In January, the cost for Scott Wahlquist to insure his three children and wife will rise to nearly 40 percent of the gross income he makes teaching in Conway.
Wahlquist and his family moved to Arkansas 13 years ago to help his aging father-in-law run the family poultry farm in Drasco, a small community in Cleburne County. Since 2006, he's taught German at Conway High School and a Conway middle school while tending to the chickens in the evenings and on the weekends. Each of the Wahlquists' three boys has suffered a different major medical condition since childhood. The oldest son, who is now a student at Arkansas Tech, must take regular insulin injections and other medication to cope with Type 1 diabetes. The middle son has Asperger's. The youngest, 16, suffers from ulcerative colitis, a painful and sometimes devastating auto-immune disorder of the bowels. Similar to Crohn's disease, ulcerative colitis can require extended hospital stays, a lifetime regimen of medication, and eventual surgical removal of the colon, which the family finally was forced to resort to after years of struggle.
"It's fortunate the hospital stays have been spread out over so many years," Wahlquist said of his youngest son, "but we counted it up and if you stacked them on top of each other day by day, he spent eight months of his life in the hospital before he turned 9 years old."
All three of the boys are now managing their conditions reasonably well, but at a sizeable cost. Prescriptions alone would run over a thousand dollars each month if the family had no insurance. "We're all relatively healthy within our own little chronic illness realms," Wahlquist said with a slight smile. However, one member of Wahlquist's family is not insured: his wife, Michelle.
Last year, the public school employees' plan that covers Wahlquist and his sons raised its rates by about 20 percent. Wahlquist said the cost to cover both his wife and his children just didn't work with their household budget. "It was either pay for insurance for Michelle or put food on the table." They now pay for Michelle's basic care and prescription drugs out of pocket and hope for the best. Wahlquist's current premium for himself and his children is about $580 per month. If his wife were included as well, the monthly premium would be $1,030.
But that's a bargain compared to what's scheduled to happen in three months.
In August, the Employee Benefits Division (EBD), the arm of the state revenue department that manages both the teacher insurance pool and a similar plan for state workers, announced a massive increase in premiums for public school employees. As of Jan. 1, Scott Wahlquist will begin paying $870 per month in premiums to insure himself and his children.
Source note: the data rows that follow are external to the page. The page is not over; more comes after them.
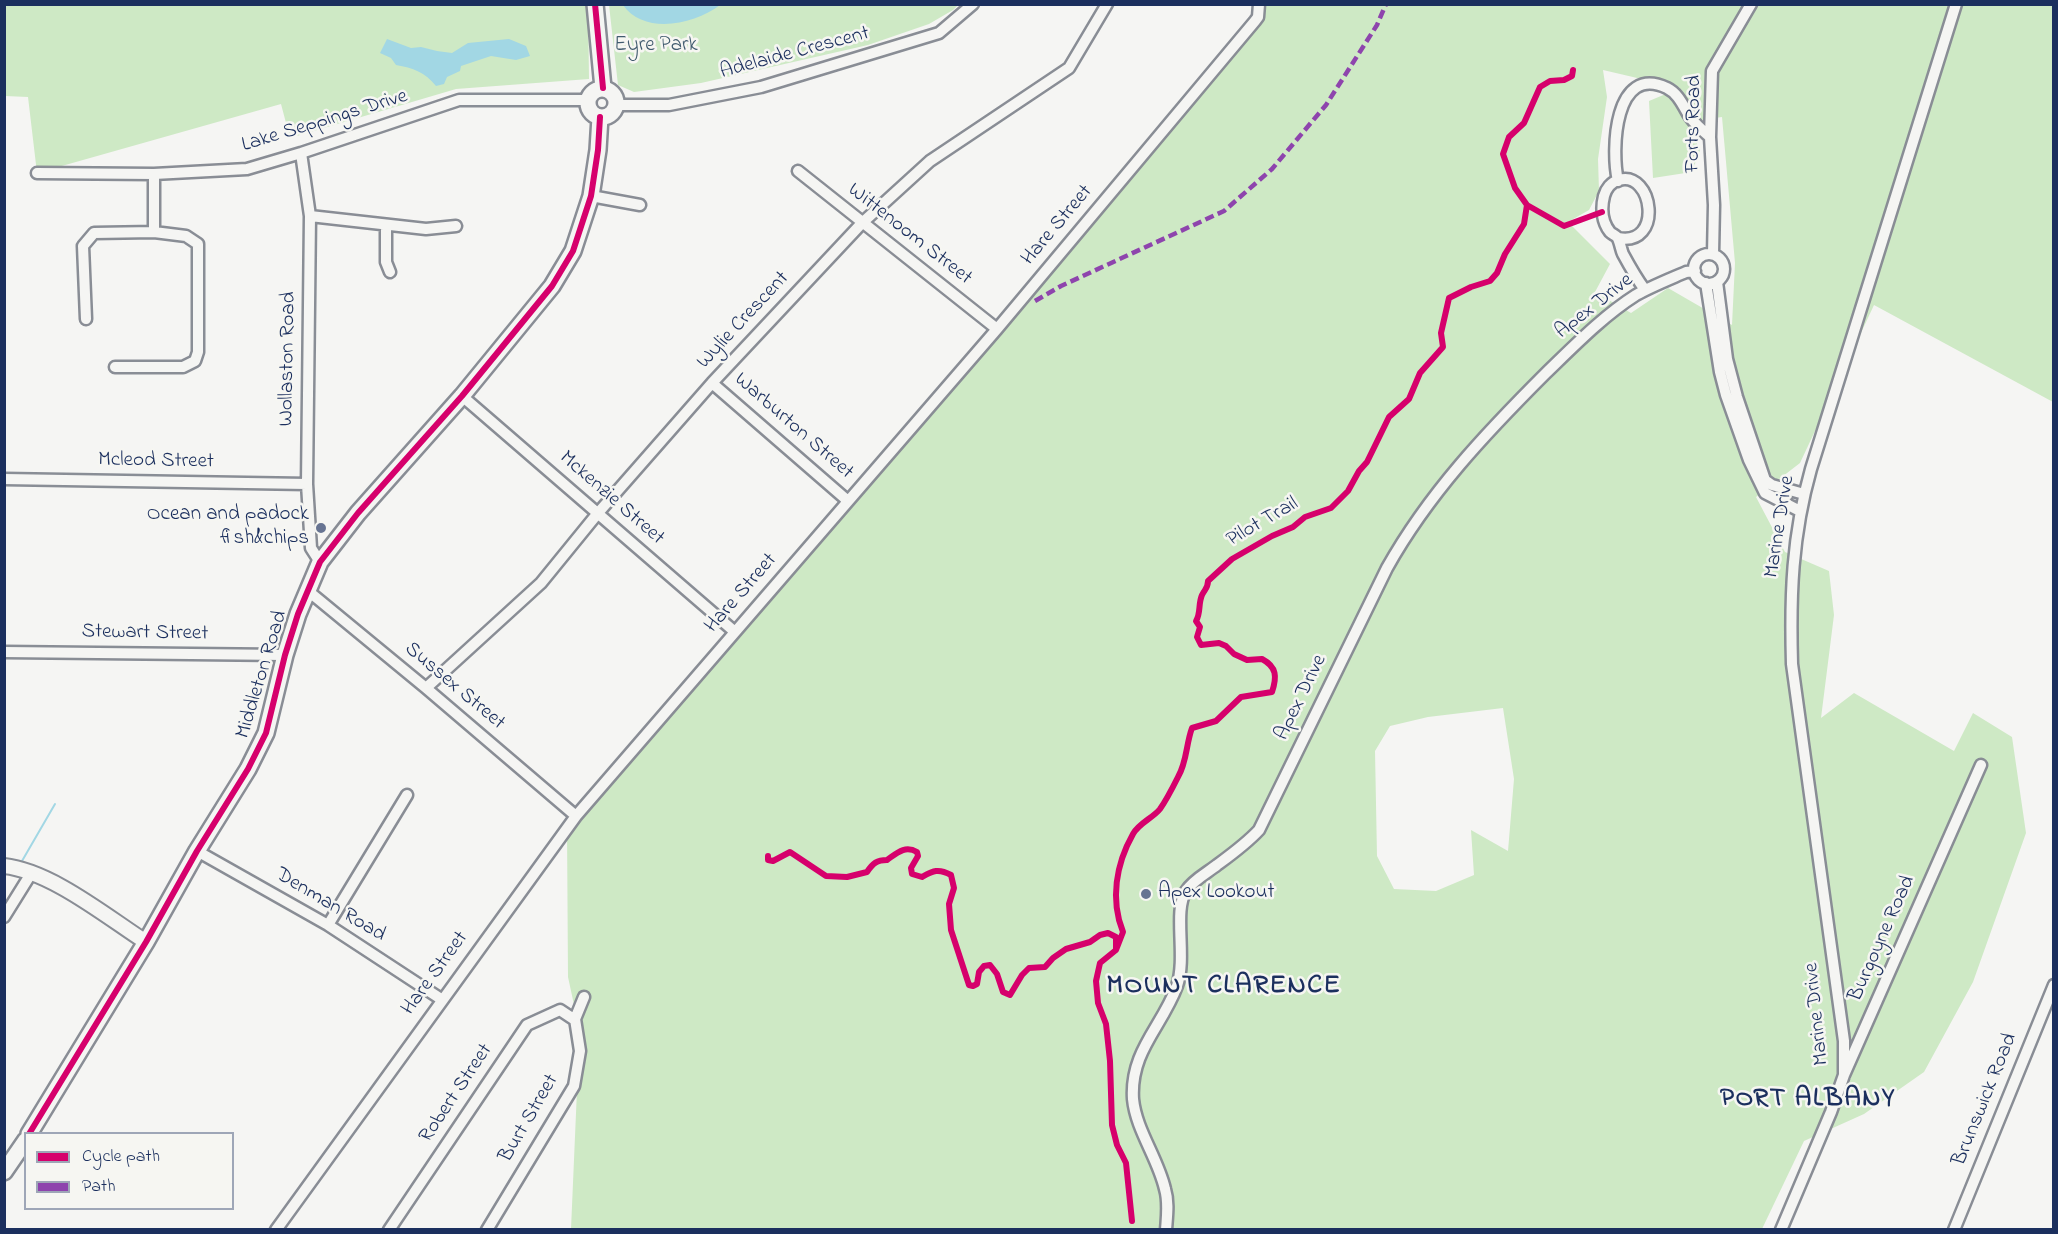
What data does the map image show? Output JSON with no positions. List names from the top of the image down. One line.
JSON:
{"streets":{"main road":["Middleton Road"],"street":["Adelaide Crescent","Lake Seppings Drive","Forts Road","Hare Street","Wittenoom Street","Apex Drive","Wylie Crescent","Wollaston Road","Warburton Street","Mcleod Street","Mckenzie Street","Marine Drive","Stewart Street","Sussex Street","Denman Road","Burgoyne Road","Robert Street","Brunswick Road","Burt Street"],"cycle path":["Pilot Trail"]},"crossings":[["Adelaide Crescent","Lake Seppings Drive"],["Adelaide Crescent","Middleton Road"],["Lake Seppings Drive","Wollaston Road"],["Lake Seppings Drive","Middleton Road"],["Forts Road","Apex Drive"],["Hare Street","Wittenoom Street"],["Hare Street","Warburton Street"],["Hare Street","Mckenzie Street"],["Hare Street","Sussex Street"],["Hare Street","Denman Road"],["Wittenoom Street","Wylie Crescent"],["Wylie Crescent","Warburton Street"],["Wylie Crescent","Mckenzie Street"],["Wylie Crescent","Sussex Street"],["Wollaston Road","Mcleod Street"],["Wollaston Road","Middleton Road"],["Mckenzie Street","Middleton Road"],["Marine Drive","Burgoyne Road"],["Stewart Street","Middleton Road"],["Middleton Road","Sussex Street"],["Middleton Road","Denman Road"],["Robert Street","Burt Street"]],"districts":["MOUNT CLARENCE","PORT ALBANY"],"parks":["Eyre Park"],"places":["Ocean and padock fish&chips","Apex Lookout"],"legend":["Cycle path","Path"]}
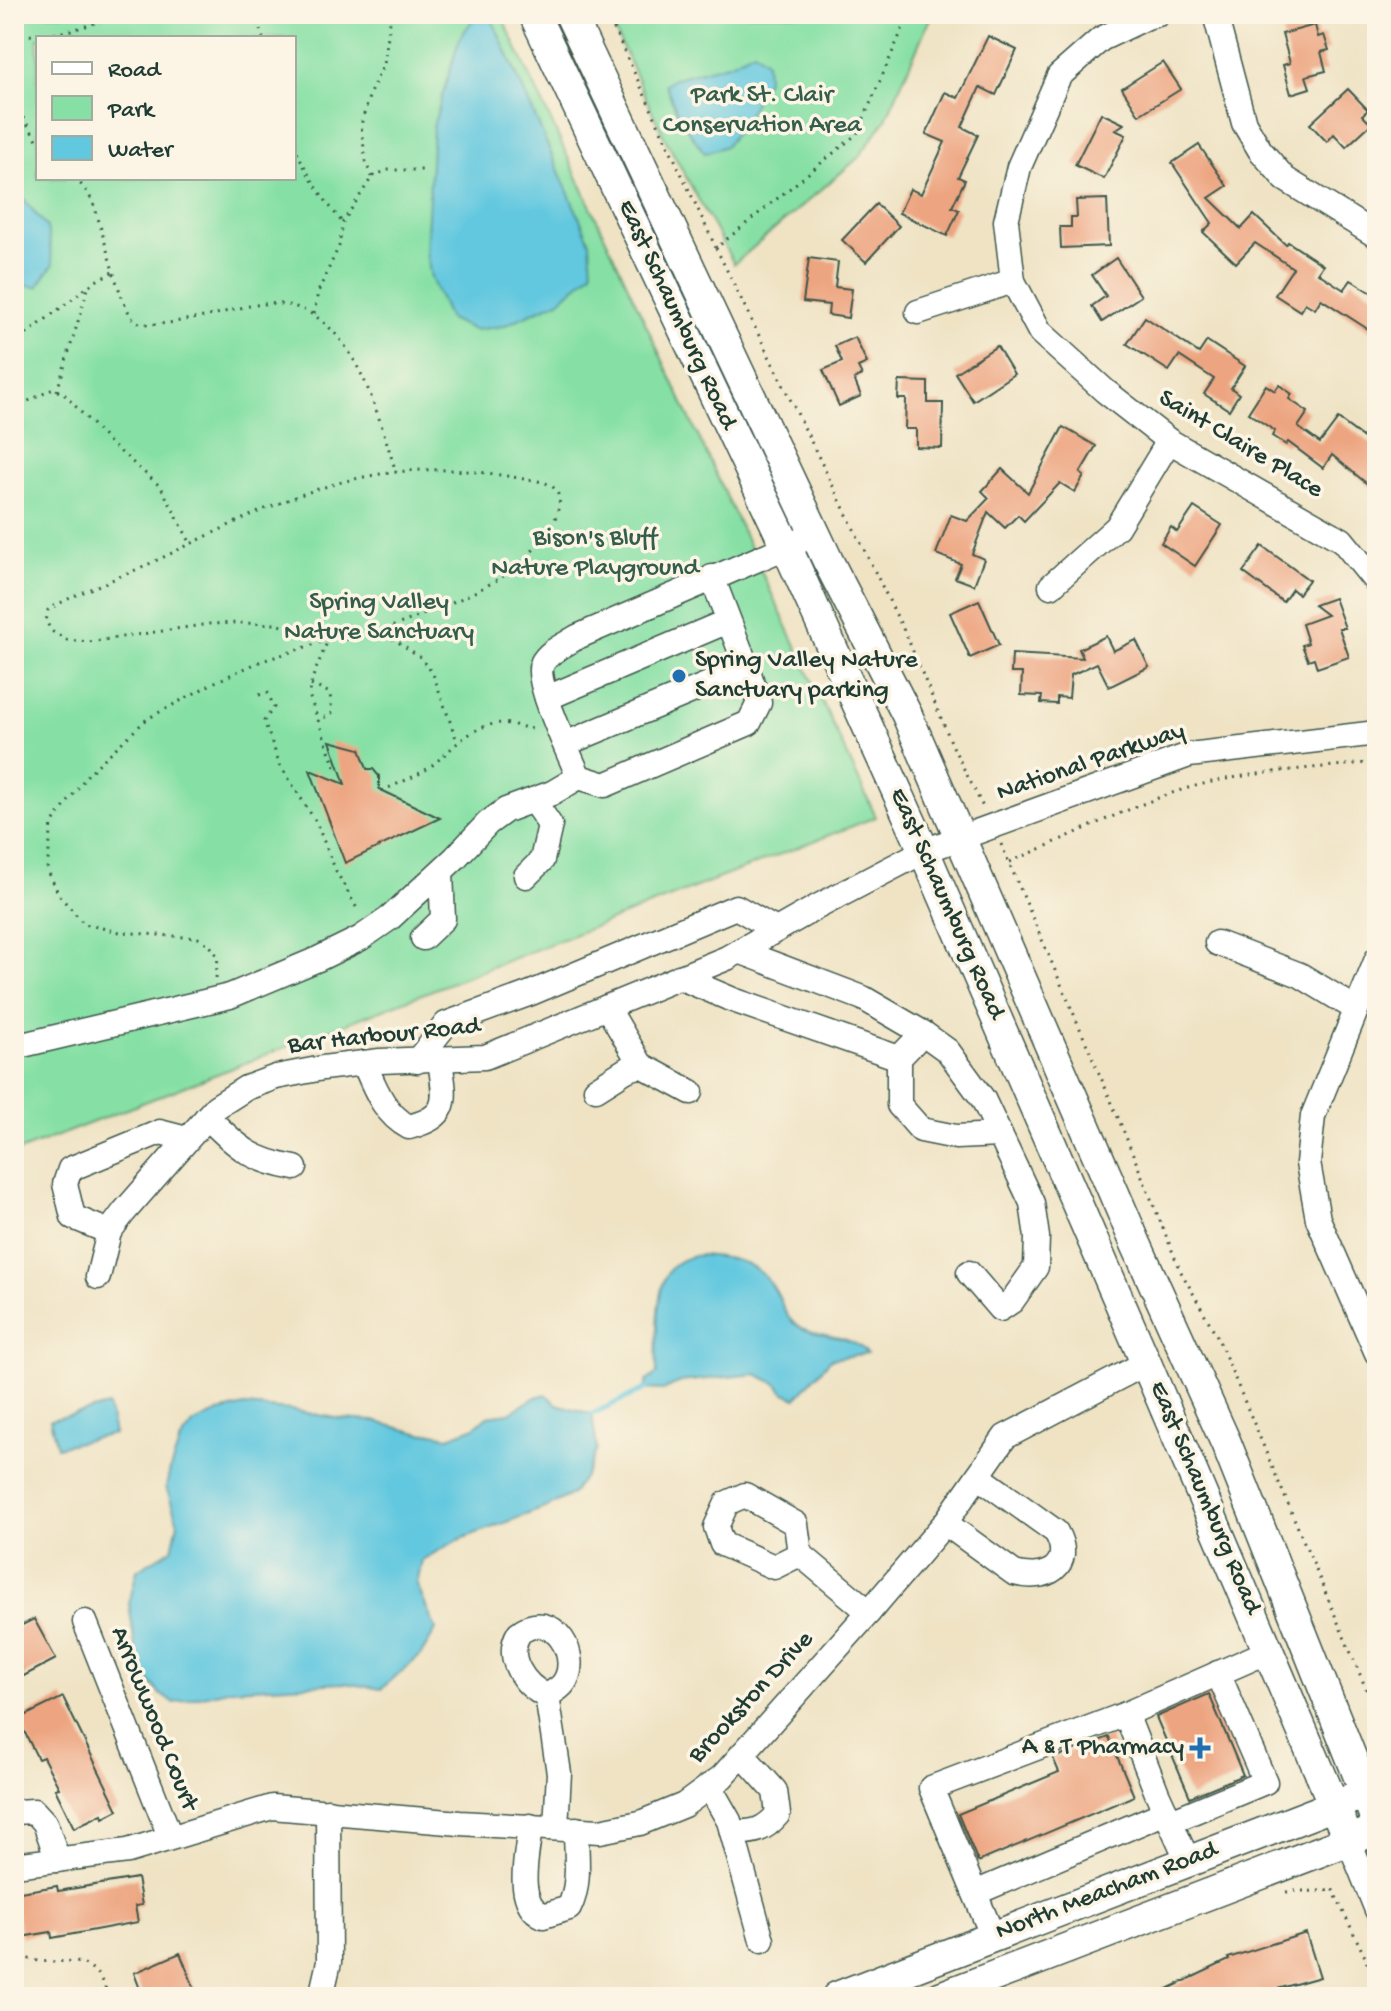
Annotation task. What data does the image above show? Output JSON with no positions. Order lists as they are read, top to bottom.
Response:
{
  "streets": {
    "main road": ["East Schaumburg Road", "North Meacham Road"],
    "street": [
      "Saint Claire Place",
      "National Parkway",
      "Bar Harbour Road",
      "Brookston Drive",
      "Arrowwood Court"
    ]
  },
  "crossings": [
    ["East Schaumburg Road", "National Parkway"],
    ["East Schaumburg Road", "Bar Harbour Road"],
    ["East Schaumburg Road", "Brookston Drive"],
    ["East Schaumburg Road", "North Meacham Road"],
    ["National Parkway", "Bar Harbour Road"],
    ["Brookston Drive", "Arrowwood Court"]
  ],
  "parks": ["Park St. Clair Conservation Area", "Bison's Bluff Nature Playground", "Spring Valley Nature Sanctuary"],
  "places": {
    "other": ["Spring Valley Nature Sanctuary parking"],
    "health": ["A & T Pharmacy"]
  },
  "legend": ["Road", "Park", "Water"]
}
If Michelle were to rejoin her husband's plan — and soon she must buy insurance of some kind somewhere or pay a penalty, as required of all citizens by the Affordable Care Act — the total premium would rise to an incredible $1,540 every month. Wahlquist earns about $4,100 per month as a veteran teacher in the Conway Public School district, pre-tax; this means that to insure his wife and kids in 2014 on his current plan he will have to contribute 37 percent of his gross income for the cost of premiums alone.
Wahlquist has plenty of company. Out of the nearly 70,000 public school employees in Arkansas, about 48,000 are insured by their employer and will face insurance hikes of up to 50 percent as of Jan. 1. Most of the rest get cheaper insurance elsewhere, such as through a spouse — a fact that is of crucial importance in understanding the crisis. Since the beginning of the summer, teacher insurance actuaries have been warning that insufficient funding in the school employees' plan, combined with an unusually high claims year in 2012, threatened the system with insolvency. More money is required either from public coffers or teachers' pockets. Because the Employee Benefits Division has no power to appropriate more funding — that is the job of the legislature — school employees are the ones who will have to pay more. If the numbers above sound daunting on an Arkansas teacher's salary, bear in mind they also apply to non-teaching staff as well: cafeteria workers, janitors, bus drivers and the other "classified" support staff who toil for low hourly wages to keep school facilities functional.